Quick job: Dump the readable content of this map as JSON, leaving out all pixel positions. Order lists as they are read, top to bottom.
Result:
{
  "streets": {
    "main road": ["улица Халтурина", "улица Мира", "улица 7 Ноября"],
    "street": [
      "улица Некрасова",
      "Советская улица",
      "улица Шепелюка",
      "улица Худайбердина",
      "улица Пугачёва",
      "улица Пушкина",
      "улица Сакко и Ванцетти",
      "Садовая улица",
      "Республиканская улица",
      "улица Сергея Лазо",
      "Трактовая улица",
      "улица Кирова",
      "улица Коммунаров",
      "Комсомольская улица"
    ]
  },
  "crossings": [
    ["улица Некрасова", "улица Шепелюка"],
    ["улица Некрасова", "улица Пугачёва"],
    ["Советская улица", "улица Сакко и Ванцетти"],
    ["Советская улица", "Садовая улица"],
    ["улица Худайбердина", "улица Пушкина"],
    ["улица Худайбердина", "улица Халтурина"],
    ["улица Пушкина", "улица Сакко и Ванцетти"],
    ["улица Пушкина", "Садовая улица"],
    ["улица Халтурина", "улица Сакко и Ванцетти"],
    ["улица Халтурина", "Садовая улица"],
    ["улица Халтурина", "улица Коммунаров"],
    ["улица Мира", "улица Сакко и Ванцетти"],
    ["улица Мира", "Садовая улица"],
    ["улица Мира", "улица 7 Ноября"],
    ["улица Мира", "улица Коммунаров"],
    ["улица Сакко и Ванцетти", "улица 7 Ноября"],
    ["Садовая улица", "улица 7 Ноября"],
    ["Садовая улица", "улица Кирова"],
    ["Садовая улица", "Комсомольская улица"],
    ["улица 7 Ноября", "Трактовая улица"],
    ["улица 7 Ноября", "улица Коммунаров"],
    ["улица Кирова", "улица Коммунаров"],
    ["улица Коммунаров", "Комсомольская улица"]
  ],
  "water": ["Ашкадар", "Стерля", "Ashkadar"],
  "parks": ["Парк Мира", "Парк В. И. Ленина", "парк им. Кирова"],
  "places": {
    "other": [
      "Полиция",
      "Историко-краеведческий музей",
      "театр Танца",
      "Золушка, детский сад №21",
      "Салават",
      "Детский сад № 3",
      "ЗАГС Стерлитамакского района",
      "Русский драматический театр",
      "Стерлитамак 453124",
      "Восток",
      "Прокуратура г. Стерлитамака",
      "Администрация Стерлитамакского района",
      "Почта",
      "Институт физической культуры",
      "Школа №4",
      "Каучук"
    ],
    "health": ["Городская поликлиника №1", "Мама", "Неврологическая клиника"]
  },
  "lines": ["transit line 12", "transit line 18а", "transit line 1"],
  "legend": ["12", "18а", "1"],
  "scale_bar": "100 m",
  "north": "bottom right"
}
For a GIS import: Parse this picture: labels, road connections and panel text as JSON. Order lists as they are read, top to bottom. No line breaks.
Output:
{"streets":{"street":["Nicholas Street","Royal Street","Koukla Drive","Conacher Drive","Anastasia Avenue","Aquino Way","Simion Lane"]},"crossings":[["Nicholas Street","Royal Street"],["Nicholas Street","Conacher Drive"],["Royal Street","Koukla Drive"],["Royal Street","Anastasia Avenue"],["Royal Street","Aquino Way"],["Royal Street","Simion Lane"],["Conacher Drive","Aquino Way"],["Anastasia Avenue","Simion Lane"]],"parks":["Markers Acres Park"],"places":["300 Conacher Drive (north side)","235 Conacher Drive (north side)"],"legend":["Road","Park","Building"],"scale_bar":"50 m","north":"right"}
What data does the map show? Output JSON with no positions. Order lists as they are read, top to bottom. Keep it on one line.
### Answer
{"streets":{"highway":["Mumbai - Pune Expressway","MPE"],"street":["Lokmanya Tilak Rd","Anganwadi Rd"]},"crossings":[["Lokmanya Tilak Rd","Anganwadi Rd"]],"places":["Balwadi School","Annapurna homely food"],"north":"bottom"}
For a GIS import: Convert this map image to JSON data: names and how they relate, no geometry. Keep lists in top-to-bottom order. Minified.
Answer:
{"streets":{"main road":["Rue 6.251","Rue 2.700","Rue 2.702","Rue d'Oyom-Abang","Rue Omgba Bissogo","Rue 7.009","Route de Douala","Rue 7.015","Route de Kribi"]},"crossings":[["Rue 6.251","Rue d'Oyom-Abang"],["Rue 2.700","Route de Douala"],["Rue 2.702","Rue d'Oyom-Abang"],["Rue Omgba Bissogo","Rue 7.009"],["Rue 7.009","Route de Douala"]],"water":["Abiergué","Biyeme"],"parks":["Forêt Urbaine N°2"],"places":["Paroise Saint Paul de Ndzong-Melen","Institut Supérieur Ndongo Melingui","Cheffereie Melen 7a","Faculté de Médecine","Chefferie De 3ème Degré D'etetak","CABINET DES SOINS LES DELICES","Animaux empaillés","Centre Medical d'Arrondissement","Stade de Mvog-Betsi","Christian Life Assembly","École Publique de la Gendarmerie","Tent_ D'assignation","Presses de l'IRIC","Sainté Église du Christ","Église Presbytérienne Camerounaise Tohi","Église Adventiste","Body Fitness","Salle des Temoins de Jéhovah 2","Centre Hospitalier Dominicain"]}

+ + +

**WORK INSTRUCTION:** Print the listing exactly. Every line must match.

**ANSWER BOX:**
Quick job: Dump the readable content of this map as JSON, leaving out all pixel positions. Order lists as they are read, top to bottom.
Result:
{
  "streets": {
    "main road": ["улица Халтурина", "улица Мира", "улица 7 Ноября"],
    "street": [
      "улица Некрасова",
      "Советская улица",
      "улица Шепелюка",
      "улица Худайбердина",
      "улица Пугачёва",
      "улица Пушкина",
      "улица Сакко и Ванцетти",
      "Садовая улица",
      "Республиканская улица",
      "улица Сергея Лазо",
      "Трактовая улица",
      "улица Кирова",
      "улица Коммунаров",
      "Комсомольская улица"
    ]
  },
  "crossings": [
    ["улица Некрасова", "улица Шепелюка"],
    ["улица Некрасова", "улица Пугачёва"],
    ["Советская улица", "улица Сакко и Ванцетти"],
    ["Советская улица", "Садовая улица"],
    ["улица Худайбердина", "улица Пушкина"],
    ["улица Худайбердина", "улица Халтурина"],
    ["улица Пушкина", "улица Сакко и Ванцетти"],
    ["улица Пушкина", "Садовая улица"],
    ["улица Халтурина", "улица Сакко и Ванцетти"],
    ["улица Халтурина", "Садовая улица"],
    ["улица Халтурина", "улица Коммунаров"],
    ["улица Мира", "улица Сакко и Ванцетти"],
    ["улица Мира", "Садовая улица"],
    ["улица Мира", "улица 7 Ноября"],
    ["улица Мира", "улица Коммунаров"],
    ["улица Сакко и Ванцетти", "улица 7 Ноября"],
    ["Садовая улица", "улица 7 Ноября"],
    ["Садовая улица", "улица Кирова"],
    ["Садовая улица", "Комсомольская улица"],
    ["улица 7 Ноября", "Трактовая улица"],
    ["улица 7 Ноября", "улица Коммунаров"],
    ["улица Кирова", "улица Коммунаров"],
    ["улица Коммунаров", "Комсомольская улица"]
  ],
  "water": ["Ашкадар", "Стерля", "Ashkadar"],
  "parks": ["Парк Мира", "Парк В. И. Ленина", "парк им. Кирова"],
  "places": {
    "other": [
      "Полиция",
      "Историко-краеведческий музей",
      "театр Танца",
      "Золушка, детский сад №21",
      "Салават",
      "Детский сад № 3",
      "ЗАГС Стерлитамакского района",
      "Русский драматический театр",
      "Стерлитамак 453124",
      "Восток",
      "Прокуратура г. Стерлитамака",
      "Администрация Стерлитамакского района",
      "Почта",
      "Институт физической культуры",
      "Школа №4",
      "Каучук"
    ],
    "health": ["Городская поликлиника №1", "Мама", "Неврологическая клиника"]
  },
  "lines": ["transit line 12", "transit line 18а", "transit line 1"],
  "legend": ["12", "18а", "1"],
  "scale_bar": "100 m",
  "north": "bottom right"
}
For a GIS import: Parse this picture: labels, road connections and panel text as JSON. Order lists as they are read, top to bottom. No line breaks.
Output:
{"streets":{"street":["Nicholas Street","Royal Street","Koukla Drive","Conacher Drive","Anastasia Avenue","Aquino Way","Simion Lane"]},"crossings":[["Nicholas Street","Royal Street"],["Nicholas Street","Conacher Drive"],["Royal Street","Koukla Drive"],["Royal Street","Anastasia Avenue"],["Royal Street","Aquino Way"],["Royal Street","Simion Lane"],["Conacher Drive","Aquino Way"],["Anastasia Avenue","Simion Lane"]],"parks":["Markers Acres Park"],"places":["300 Conacher Drive (north side)","235 Conacher Drive (north side)"],"legend":["Road","Park","Building"],"scale_bar":"50 m","north":"right"}
What data does the map show? Output JSON with no positions. Order lists as they are read, top to bottom. Keep it on one line.
### Answer
{"streets":{"highway":["Mumbai - Pune Expressway","MPE"],"street":["Lokmanya Tilak Rd","Anganwadi Rd"]},"crossings":[["Lokmanya Tilak Rd","Anganwadi Rd"]],"places":["Balwadi School","Annapurna homely food"],"north":"bottom"}
For a GIS import: Convert this map image to JSON data: names and how they relate, no geometry. Keep lists in top-to-bottom order. Minified.
Answer:
{"streets":{"main road":["Rue 6.251","Rue 2.700","Rue 2.702","Rue d'Oyom-Abang","Rue Omgba Bissogo","Rue 7.009","Route de Douala","Rue 7.015","Route de Kribi"]},"crossings":[["Rue 6.251","Rue d'Oyom-Abang"],["Rue 2.700","Route de Douala"],["Rue 2.702","Rue d'Oyom-Abang"],["Rue Omgba Bissogo","Rue 7.009"],["Rue 7.009","Route de Douala"]],"water":["Abiergué","Biyeme"],"parks":["Forêt Urbaine N°2"],"places":["Paroise Saint Paul de Ndzong-Melen","Institut Supérieur Ndongo Melingui","Cheffereie Melen 7a","Faculté de Médecine","Chefferie De 3ème Degré D'etetak","CABINET DES SOINS LES DELICES","Animaux empaillés","Centre Medical d'Arrondissement","Stade de Mvog-Betsi","Christian Life Assembly","École Publique de la Gendarmerie","Tent_ D'assignation","Presses de l'IRIC","Sainté Église du Christ","Église Presbytérienne Camerounaise Tohi","Église Adventiste","Body Fitness","Salle des Temoins de Jéhovah 2","Centre Hospitalier Dominicain"]}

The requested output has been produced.